Als Klugscheißer gehobener Natur gibt sich Stefan Sichermann vom BILDblog dieser Tage, indem er den gleichfalls klug scheißenden Herrn Wagner von der BILD korrigiert, der da angeblich (ich werde es aus moralischen Gründen nicht selbst überprüfen) geschrieben habe:
Historiker übersetzen terrere auch mit: “die aus dem Untergrund kommen”.
Terra – die Erde.
2000 Jahre später ist Deutschland in Terror-Angst. Irgendetwas kommt unsichtbar aus der Erde.
Und der Stefan Sichermann dann so:
(…) Denn die Begriffe “Terror” und “Terra” haben etymologisch soviel miteinander gemein wie die deutschen Begriffe “Wurst” und “Durst” — nämlich vier Buchstaben.
Während die Wurzeln von “terrere” im altindischen “trásati” (zittern) und im griechischen “tréo” bzw. “treso” zu suchen sind, bedeutet “terra” in etwa “das Trockene” (siehe griech. “teraino” bzw. lat. torrere “dörren, trocknen”)*.

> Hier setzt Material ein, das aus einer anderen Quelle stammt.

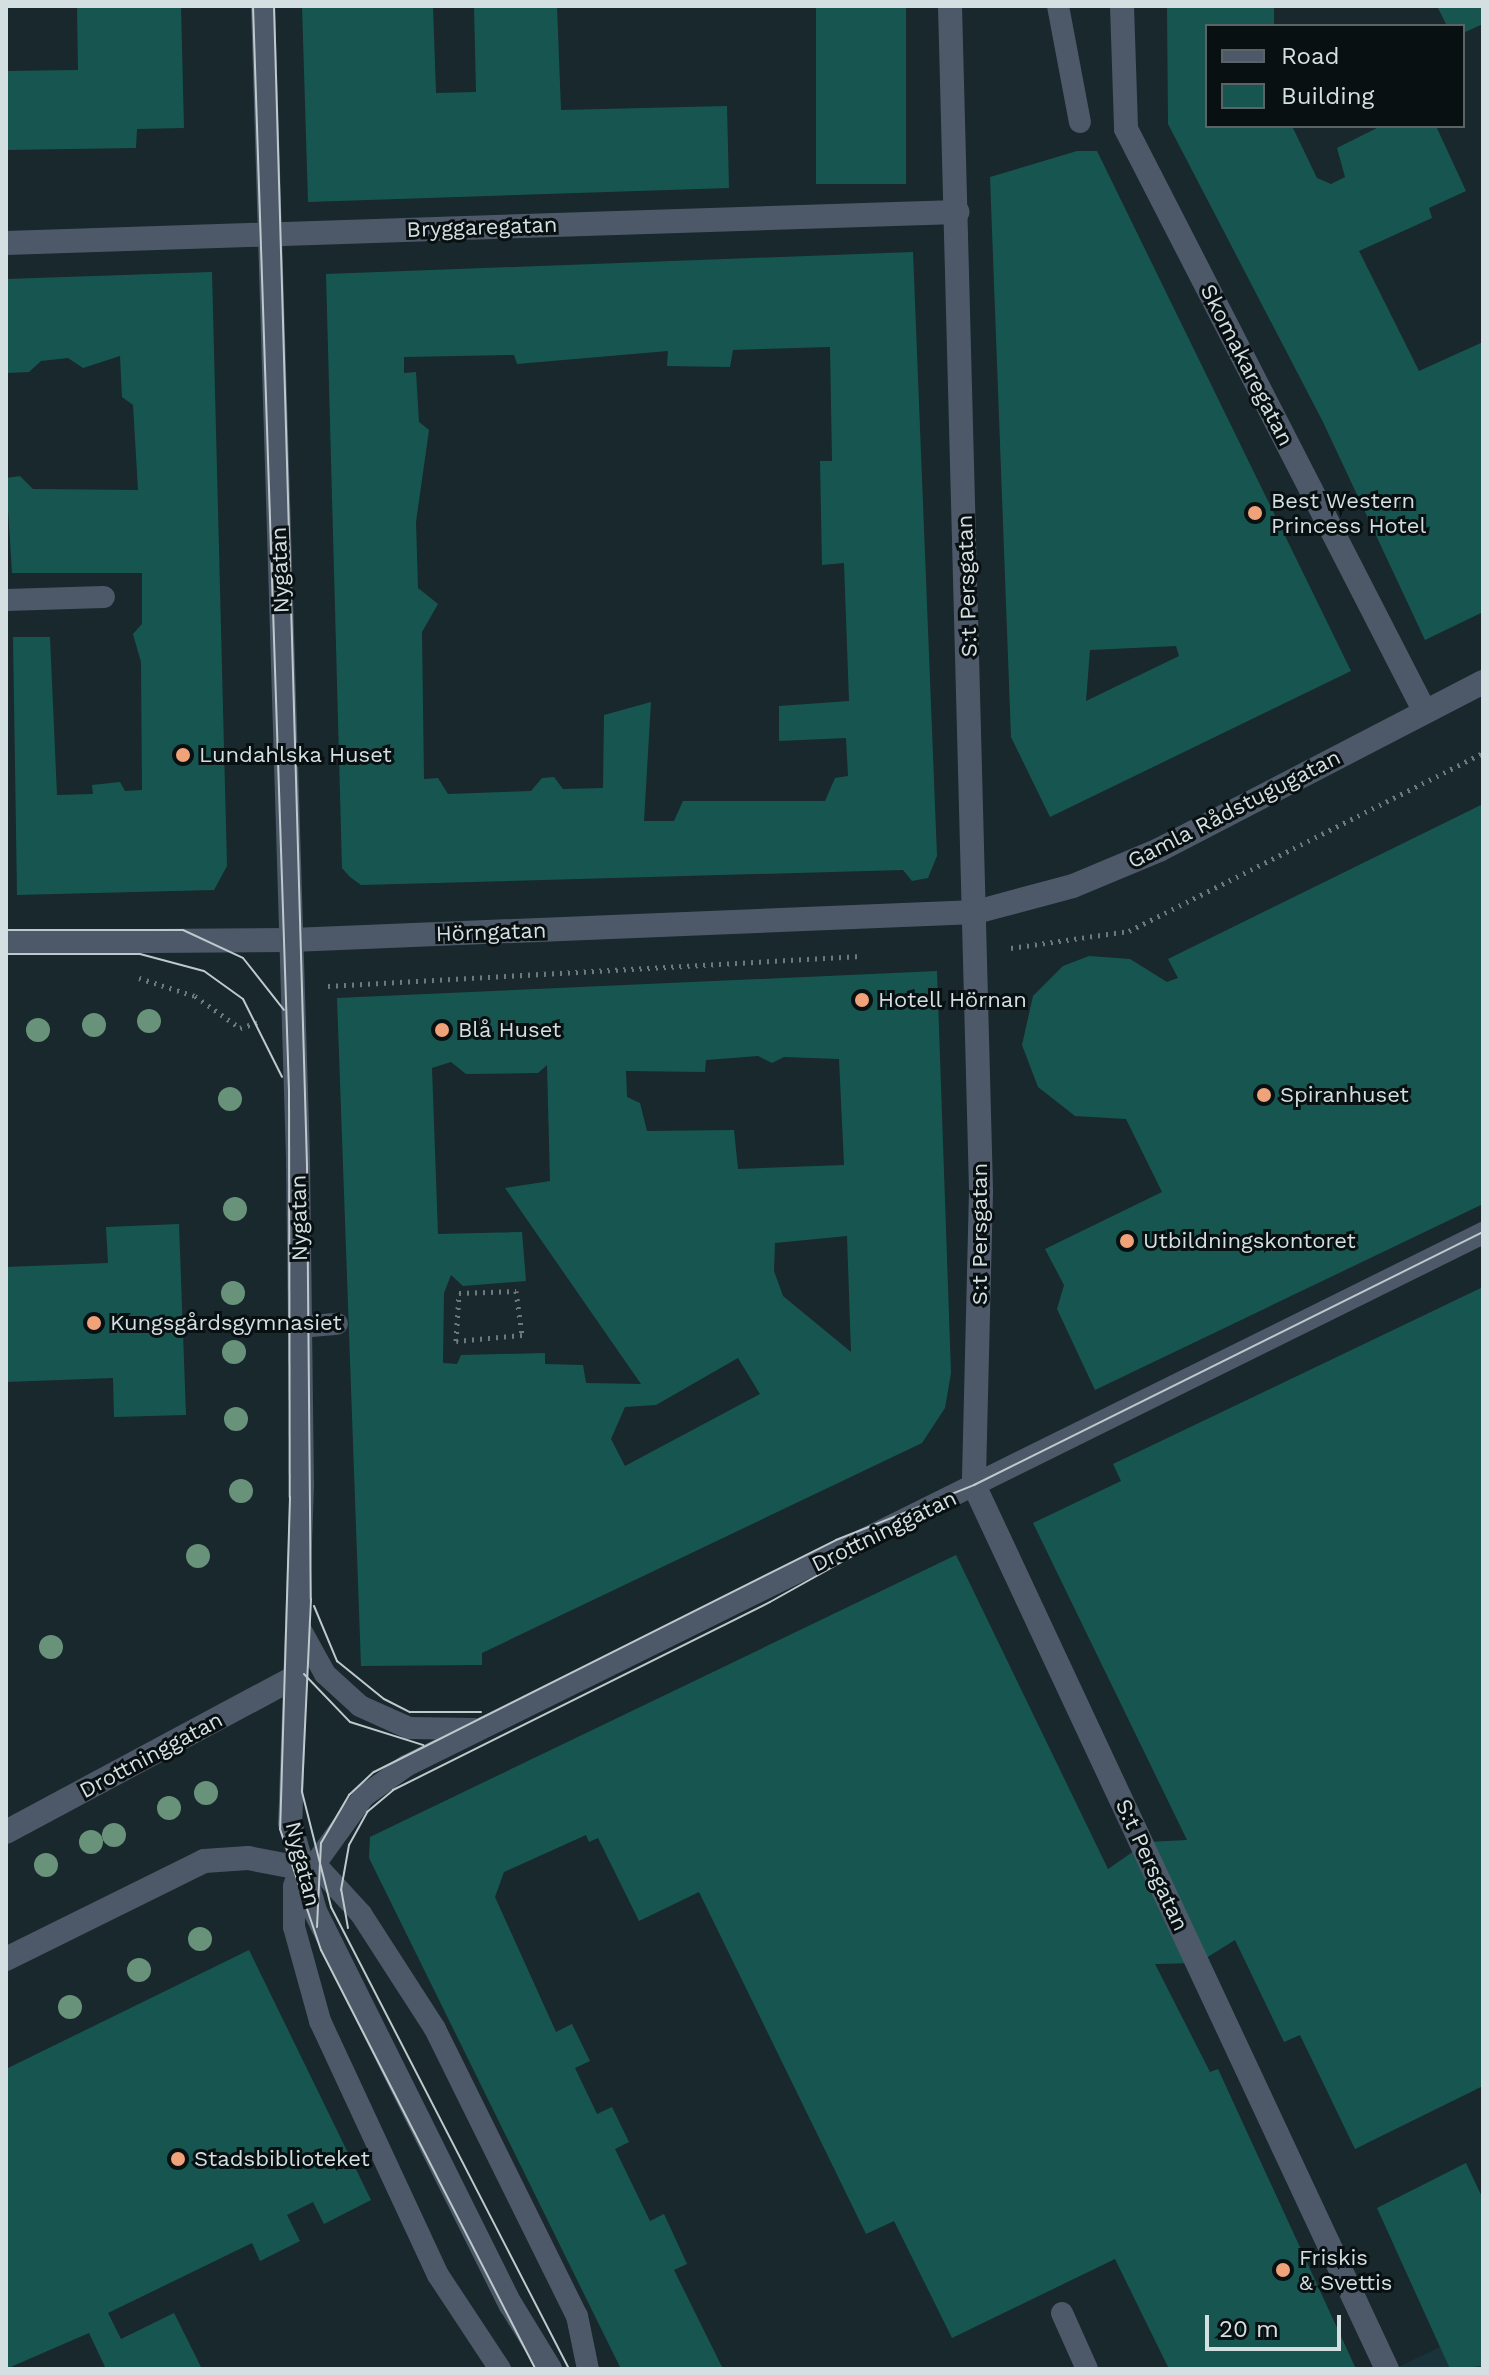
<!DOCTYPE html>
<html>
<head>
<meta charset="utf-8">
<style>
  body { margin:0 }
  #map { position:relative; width:1489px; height:2375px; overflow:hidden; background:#18282d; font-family:"Work Sans",sans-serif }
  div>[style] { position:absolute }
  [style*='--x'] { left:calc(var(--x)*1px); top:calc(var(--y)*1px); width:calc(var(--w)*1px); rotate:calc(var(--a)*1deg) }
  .built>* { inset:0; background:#1a333a }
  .building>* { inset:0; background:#175650; transform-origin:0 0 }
  .path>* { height:5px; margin-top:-2.5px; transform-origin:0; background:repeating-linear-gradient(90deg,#6c7a7e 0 2px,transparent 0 8px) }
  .lane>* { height:22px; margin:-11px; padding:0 11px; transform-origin:11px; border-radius:11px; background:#4d5968 }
  .street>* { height:24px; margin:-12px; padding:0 12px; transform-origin:12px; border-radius:12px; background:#4d5968 }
  .tram>* { height:2px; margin:-1px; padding:0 1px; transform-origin:1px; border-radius:1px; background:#bec9cd }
  .trees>* { width:24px; height:24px; margin:-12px; border-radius:50%; background:#689279 }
  .dots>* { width:22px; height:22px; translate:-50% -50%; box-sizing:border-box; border:4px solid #091012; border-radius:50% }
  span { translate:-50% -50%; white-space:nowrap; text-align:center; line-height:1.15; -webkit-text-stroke:6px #091012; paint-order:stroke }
  .street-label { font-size:22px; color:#d4dfe2 }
  .poi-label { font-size:22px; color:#d4dfe2 }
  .left { translate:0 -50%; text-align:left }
  .frame { position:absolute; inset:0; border:8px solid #d4dfe2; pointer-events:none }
  .legend { position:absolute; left:1205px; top:24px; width:260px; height:104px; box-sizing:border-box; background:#091012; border:2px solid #5a6365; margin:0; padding:10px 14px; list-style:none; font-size:24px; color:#d4dfe2 }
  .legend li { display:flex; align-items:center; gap:16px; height:40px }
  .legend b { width:40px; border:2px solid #5a6365 }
  .scale { position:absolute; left:1205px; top:2315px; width:136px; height:36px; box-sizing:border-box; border:4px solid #d4dfe2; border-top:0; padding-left:10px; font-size:24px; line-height:28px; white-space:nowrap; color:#d4dfe2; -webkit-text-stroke:6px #091012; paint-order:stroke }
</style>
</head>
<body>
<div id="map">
  <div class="built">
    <i style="clip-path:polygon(1440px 2347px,1450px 2369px,1394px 2369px)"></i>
  </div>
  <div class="building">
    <i style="clip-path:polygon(77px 6px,181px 6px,184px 128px,137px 129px,136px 148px,6px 150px,6px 71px,78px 70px)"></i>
    <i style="clip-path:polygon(302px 6px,433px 6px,436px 93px,476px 92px,474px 6px,557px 6px,561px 110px,727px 106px,729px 188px,308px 202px)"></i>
    <i style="left:816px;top:6px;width:90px;height:178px"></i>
    <i style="clip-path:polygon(1167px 6px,1274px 6px,1274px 26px,1207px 26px,1207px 126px,1292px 126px,1317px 178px,1331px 184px,1345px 177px,1337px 148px,1381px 126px,1436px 126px,1466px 191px,1429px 208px,1432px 218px,1359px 251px,1419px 371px,1483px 342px,1483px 612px,1425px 640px,1323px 422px,1168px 124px)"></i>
    <i style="clip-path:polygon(1437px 6px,1483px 6px,1483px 24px,1463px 33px,1463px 26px,1447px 26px)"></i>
    <i style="clip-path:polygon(evenodd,1077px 151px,1097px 151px,1351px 671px,1050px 817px,1011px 737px,990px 177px,1077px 151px,1176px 646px,1179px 656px,1086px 701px,1090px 650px,1176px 646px)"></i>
    <i style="clip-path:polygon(evenodd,913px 252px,937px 856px,928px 878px,912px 881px,903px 870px,361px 885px,350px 877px,342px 868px,326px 274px,913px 252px,830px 347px,832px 461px,820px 461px,822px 565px,844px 563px,849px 701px,779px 706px,779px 741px,846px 738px,848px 776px,835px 778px,825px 801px,683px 801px,674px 821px,644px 821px,651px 702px,604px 715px,603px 788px,563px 789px,554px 777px,542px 778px,531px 791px,448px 794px,438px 778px,424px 779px,422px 632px,438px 604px,418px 588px,416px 522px,429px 430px,419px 422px,416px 372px,404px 373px,404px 357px,514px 355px,517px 364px,668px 351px,667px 366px,730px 367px,733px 350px,830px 347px)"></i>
    <i style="clip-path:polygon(212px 272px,227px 866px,214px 890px,17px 895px,13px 637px,50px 637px,57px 795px,93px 794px,92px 785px,120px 782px,125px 791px,142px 790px,141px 662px,133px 634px,142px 624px,142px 573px,12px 573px,6px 478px,20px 476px,33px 489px,138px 490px,133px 405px,122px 397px,120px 356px,83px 368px,68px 358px,41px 361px,29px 372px,6px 373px,6px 279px)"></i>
    <i style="clip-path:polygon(1483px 804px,1483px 1204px,1095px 1390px,1057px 1309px,1064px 1285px,1045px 1249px,1162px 1192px,1126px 1119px,1075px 1116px,1038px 1087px,1022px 1045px,1033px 996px,1063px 966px,1089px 956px,1130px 959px,1167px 982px,1178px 978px,1168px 959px)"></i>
    <i style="clip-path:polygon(evenodd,937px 971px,951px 1373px,945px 1408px,922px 1443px,482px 1653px,482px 1665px,361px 1666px,337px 998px,937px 971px,758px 1056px,772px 1063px,784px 1057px,839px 1059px,844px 1165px,738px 1169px,734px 1130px,647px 1131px,640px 1103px,627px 1097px,626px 1071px,705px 1072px,706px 1060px,758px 1056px,937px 971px,451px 1062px,466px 1074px,538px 1073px,547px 1065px,550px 1181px,505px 1188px,641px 1384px,586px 1383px,583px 1365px,545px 1364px,545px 1353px,461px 1355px,457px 1364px,443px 1363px,444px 1293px,451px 1275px,463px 1286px,526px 1281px,522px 1232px,438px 1234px,432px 1068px,451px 1062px,937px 971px,847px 1236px,851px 1352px,783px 1296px,774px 1271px,775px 1243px,847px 1236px,937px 971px,738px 1358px,760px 1394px,625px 1466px,611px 1439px,625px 1407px,656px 1405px,738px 1358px)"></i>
    <i style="clip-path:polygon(179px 1224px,186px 1415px,114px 1417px,113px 1378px,6px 1382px,6px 1267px,108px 1263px,106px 1227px)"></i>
    <i style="clip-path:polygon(1483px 1287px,1483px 2086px,1355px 2149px,1300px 2035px,1284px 2042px,1235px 1940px,1198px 1963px,1155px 1964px,1210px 2072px,1218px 2069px,1356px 2369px,1169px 2369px,1115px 2259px,952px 2338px,894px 2221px,866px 2234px,699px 1892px,639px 1921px,598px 1838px,589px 1842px,586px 1835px,504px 1872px,495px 1897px,556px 2032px,572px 2024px,590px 2061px,575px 2068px,597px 2114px,612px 2107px,629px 2142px,615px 2149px,650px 2221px,664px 2214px,687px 2264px,674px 2270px,723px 2369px,621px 2369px,369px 1858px,370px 1837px,956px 1555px,1108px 1869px,1147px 1842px,1187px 1840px,1033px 1523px,1121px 1481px,1113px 1464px)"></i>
    <i style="clip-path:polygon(249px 1950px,371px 2200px,324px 2224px,313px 2202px,287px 2215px,300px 2241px,260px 2261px,252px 2243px,108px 2313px,121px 2339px,174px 2313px,202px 2369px,106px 2369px,89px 2333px,6px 2369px,6px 2069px)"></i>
    <i style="clip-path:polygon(1466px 2163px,1483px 2199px,1483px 2366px,1450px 2369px,1377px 2208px)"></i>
  </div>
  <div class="path">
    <i style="--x:1011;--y:948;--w:119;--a:-8.2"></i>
    <i style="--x:1129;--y:931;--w:396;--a:-26.7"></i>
    <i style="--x:139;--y:978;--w:59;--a:17.8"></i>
    <i style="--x:195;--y:996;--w:55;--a:35.4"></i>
    <i style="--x:240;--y:1028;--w:20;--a:-18"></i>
    <i style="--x:328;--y:986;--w:534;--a:-3.22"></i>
    <i style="--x:516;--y:1291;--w:44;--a:82.2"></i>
    <i style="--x:522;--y:1335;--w:66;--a:174.8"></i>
    <i style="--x:456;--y:1341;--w:48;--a:-86.4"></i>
    <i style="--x:459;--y:1293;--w:57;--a:-2"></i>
  </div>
  <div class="lane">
    <i style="--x:1058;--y:6;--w:118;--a:79.3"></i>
    <i style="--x:6;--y:600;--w:98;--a:-1.8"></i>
    <i style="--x:300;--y:1327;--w:37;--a:-5"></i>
    <i style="--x:298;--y:1625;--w:56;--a:61.1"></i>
    <i style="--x:325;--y:1674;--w:47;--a:42.4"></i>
    <i style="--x:360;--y:1706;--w:54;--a:24.2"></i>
    <i style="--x:409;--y:1728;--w:65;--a:0.9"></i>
    <i style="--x:315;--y:1864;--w:84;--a:-54.2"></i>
    <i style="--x:364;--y:1796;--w:52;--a:-35.5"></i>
    <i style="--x:406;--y:1766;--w:1202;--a:-26.33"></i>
    <i style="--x:315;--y:1864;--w:68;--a:47.4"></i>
    <i style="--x:361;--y:1914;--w:137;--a:57.2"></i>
    <i style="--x:435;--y:2029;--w:320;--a:63.7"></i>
    <i style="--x:577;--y:2316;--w:54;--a:78.3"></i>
    <i style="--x:312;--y:1865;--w:12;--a:166"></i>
    <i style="--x:300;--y:1868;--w:20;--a:108"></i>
    <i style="--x:294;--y:1887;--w:40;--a:90"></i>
    <i style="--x:294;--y:1927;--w:98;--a:74.5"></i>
    <i style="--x:320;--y:2021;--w:280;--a:65.1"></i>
    <i style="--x:438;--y:2275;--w:113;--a:56.6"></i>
    <i style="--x:1062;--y:2313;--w:61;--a:65.9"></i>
  </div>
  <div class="street">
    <i style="--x:263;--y:6;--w:1155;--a:88.26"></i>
    <i style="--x:298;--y:1160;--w:325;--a:89.3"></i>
    <i style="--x:302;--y:1485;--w:338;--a:92"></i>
    <i style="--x:290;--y:1823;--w:91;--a:74.1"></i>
    <i style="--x:315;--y:1911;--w:440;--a:63.6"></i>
    <i style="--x:511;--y:2305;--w:75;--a:58.6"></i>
    <i style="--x:950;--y:6;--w:1185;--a:88.5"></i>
    <i style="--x:981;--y:1191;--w:294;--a:91.4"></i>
    <i style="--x:974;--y:1485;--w:976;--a:64.96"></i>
    <i style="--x:1122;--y:6;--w:123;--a:88.1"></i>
    <i style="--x:1126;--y:129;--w:655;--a:62.85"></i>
    <i style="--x:6;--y:243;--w:952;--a:-1.87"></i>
    <i style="--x:6;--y:942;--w:286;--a:-0.4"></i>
    <i style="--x:292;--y:940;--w:685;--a:-2.34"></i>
    <i style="--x:976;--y:912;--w:100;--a:-15"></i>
    <i style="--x:1073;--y:886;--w:93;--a:-22.7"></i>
    <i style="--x:1159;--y:850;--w:365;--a:-27.4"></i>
    <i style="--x:6;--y:1832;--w:328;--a:-28.2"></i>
    <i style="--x:6;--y:1959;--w:221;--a:-26.3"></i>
    <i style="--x:204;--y:1861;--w:44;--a:-3.9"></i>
    <i style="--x:248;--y:1858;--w:53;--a:10.9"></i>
  </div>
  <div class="tram">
    <i style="--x:253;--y:6;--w:1086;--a:88.1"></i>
    <i style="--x:289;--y:1091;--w:406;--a:89.9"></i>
    <i style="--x:290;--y:1497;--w:332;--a:91.7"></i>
    <i style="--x:280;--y:1829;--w:128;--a:71.3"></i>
    <i style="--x:321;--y:1950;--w:470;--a:62.9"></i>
    <i style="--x:274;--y:6;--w:1162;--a:88.37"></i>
    <i style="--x:307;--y:1168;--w:431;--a:89.5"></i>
    <i style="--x:311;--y:1599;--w:193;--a:92.7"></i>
    <i style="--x:302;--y:1792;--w:119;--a:75.8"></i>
    <i style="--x:331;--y:1907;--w:520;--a:62.74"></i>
    <i style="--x:6;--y:930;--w:177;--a:0"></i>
    <i style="--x:183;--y:930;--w:66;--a:25"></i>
    <i style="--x:243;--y:958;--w:66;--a:51.7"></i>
    <i style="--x:6;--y:954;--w:134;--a:0"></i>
    <i style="--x:140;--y:954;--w:66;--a:14.9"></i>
    <i style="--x:204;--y:971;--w:48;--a:35.7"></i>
    <i style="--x:243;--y:999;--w:87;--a:63.4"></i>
    <i style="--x:314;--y:1606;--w:60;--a:67.3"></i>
    <i style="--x:337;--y:1661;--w:60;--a:39"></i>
    <i style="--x:384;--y:1699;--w:29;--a:27"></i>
    <i style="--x:410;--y:1712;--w:71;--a:0"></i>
    <i style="--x:304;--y:1674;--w:66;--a:46.2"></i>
    <i style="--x:350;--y:1722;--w:77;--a:17.5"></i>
    <i style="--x:317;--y:1927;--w:84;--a:-87.3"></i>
    <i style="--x:321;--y:1843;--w:56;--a:-59.7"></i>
    <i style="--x:349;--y:1795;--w:34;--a:-43"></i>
    <i style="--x:374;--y:1772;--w:517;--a:-26.66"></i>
    <i style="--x:836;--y:1540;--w:149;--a:-21.7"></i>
    <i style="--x:974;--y:1485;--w:568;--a:-26.43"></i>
    <i style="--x:348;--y:1928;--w:39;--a:-100"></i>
    <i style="--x:341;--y:1890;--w:46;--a:-79.9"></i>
    <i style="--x:349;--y:1845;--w:38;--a:-61"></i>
    <i style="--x:367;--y:1812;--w:34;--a:-40"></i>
    <i style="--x:393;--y:1790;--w:421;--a:-26.5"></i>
    <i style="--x:770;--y:1602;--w:182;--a:-29.2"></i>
  </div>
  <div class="trees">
    <i style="left:149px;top:1021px"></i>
    <i style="left:94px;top:1025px"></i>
    <i style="left:38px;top:1030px"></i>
    <i style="left:230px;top:1099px"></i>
    <i style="left:235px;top:1209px"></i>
    <i style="left:233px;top:1293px"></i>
    <i style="left:234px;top:1352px"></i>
    <i style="left:236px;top:1419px"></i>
    <i style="left:241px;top:1491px"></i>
    <i style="left:198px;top:1556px"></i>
    <i style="left:51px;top:1647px"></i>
    <i style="left:206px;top:1793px"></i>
    <i style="left:169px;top:1808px"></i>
    <i style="left:114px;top:1835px"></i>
    <i style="left:91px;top:1842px"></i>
    <i style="left:46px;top:1865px"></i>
    <i style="left:200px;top:1939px"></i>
    <i style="left:139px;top:1970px"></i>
    <i style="left:70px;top:2007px"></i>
  </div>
  <div class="dots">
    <i style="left:1255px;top:513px;background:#f0a279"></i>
    <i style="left:183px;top:755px;background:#f0a279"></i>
    <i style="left:862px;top:1000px;background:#f0a279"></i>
    <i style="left:442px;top:1030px;background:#f0a279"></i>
    <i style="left:1264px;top:1095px;background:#f0a279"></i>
    <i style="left:1127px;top:1241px;background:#f0a279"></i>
    <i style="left:94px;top:1323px;background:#f0a279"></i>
    <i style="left:178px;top:2159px;background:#f0a279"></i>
    <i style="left:1283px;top:2270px;background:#f0a279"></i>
  </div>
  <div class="street-label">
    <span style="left:482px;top:227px;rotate:-2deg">Bryggaregatan</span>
    <span style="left:1247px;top:365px;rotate:63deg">Skomakaregatan</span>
    <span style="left:280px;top:570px;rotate:-92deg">Nygatan</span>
    <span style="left:967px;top:586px;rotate:-92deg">S:t Persgatan</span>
    <span style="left:1234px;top:809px;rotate:-27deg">Gamla Rådstugugatan</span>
    <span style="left:491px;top:932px;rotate:-2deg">Hörngatan</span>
    <span style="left:299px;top:1218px;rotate:-91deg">Nygatan</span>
    <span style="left:980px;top:1234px;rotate:-90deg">S:t Persgatan</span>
    <span style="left:884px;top:1531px;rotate:-26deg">Drottninggatan</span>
    <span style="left:151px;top:1755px;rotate:-28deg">Drottninggatan</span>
    <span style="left:303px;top:1864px;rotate:76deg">Nygatan</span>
    <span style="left:1152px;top:1865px;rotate:65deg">S:t Persgatan</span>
  </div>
  <div class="poi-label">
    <span class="left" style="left:1271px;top:513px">Best Western<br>Princess Hotel</span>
    <span class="left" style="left:199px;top:755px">Lundahlska Huset</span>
    <span class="left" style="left:878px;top:1000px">Hotell Hörnan</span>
    <span class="left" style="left:458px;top:1030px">Blå Huset</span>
    <span class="left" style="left:1280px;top:1095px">Spiranhuset</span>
    <span class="left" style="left:1143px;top:1241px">Utbildningskontoret</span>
    <span class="left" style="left:110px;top:1323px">Kungsgårdsgymnasiet</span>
    <span class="left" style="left:194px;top:2159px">Stadsbiblioteket</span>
    <span class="left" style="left:1299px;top:2270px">Friskis<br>&amp; Svettis</span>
  </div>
  <div class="frame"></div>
  <ul class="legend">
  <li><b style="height:10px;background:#4d5968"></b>Road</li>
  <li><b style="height:22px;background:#175650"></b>Building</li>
  </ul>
  <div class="scale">20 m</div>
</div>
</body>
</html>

(Aus technischen Gründen habe ich die griechische Schreibweise hier einmal herauseditiert.)
Und der Stefan Sichermann kann also vermutlich Latein besser als der Franz Josef Wagner, aber mit seinem, dem Stefan Sichermann seinem, Altgriechisch ist es nicht weit her; denn, analog zu dem (korrekten) lateinischen Infinitiv “terrere”, die Infinitive zum griechischen Verb heißen natürlich “tréein” bzw. “tresein”. Will man indes die erste Person Singular Indikativ Aktiv (“tréo” bzw. “treso”) verwenden, so müsste es gleichsam “terro”, “ich erschrecke”, heißen. Die indische Form kenne ich leider nicht.
Vielleicht hätte hier nicht nur das “ausführliche lateinisch-deutsche Handwörterbuch, ausgearbeitet von Karl Ernst Georges”, seinen Dienst getan, sondern zudem wäre ein Blick in ein Grammatiklexikon des Griechischen sicherlich keine schlechte Idee gewesen. (Übrigens lauten die Formen im Neugriechischen noch immer nicht viel anders.)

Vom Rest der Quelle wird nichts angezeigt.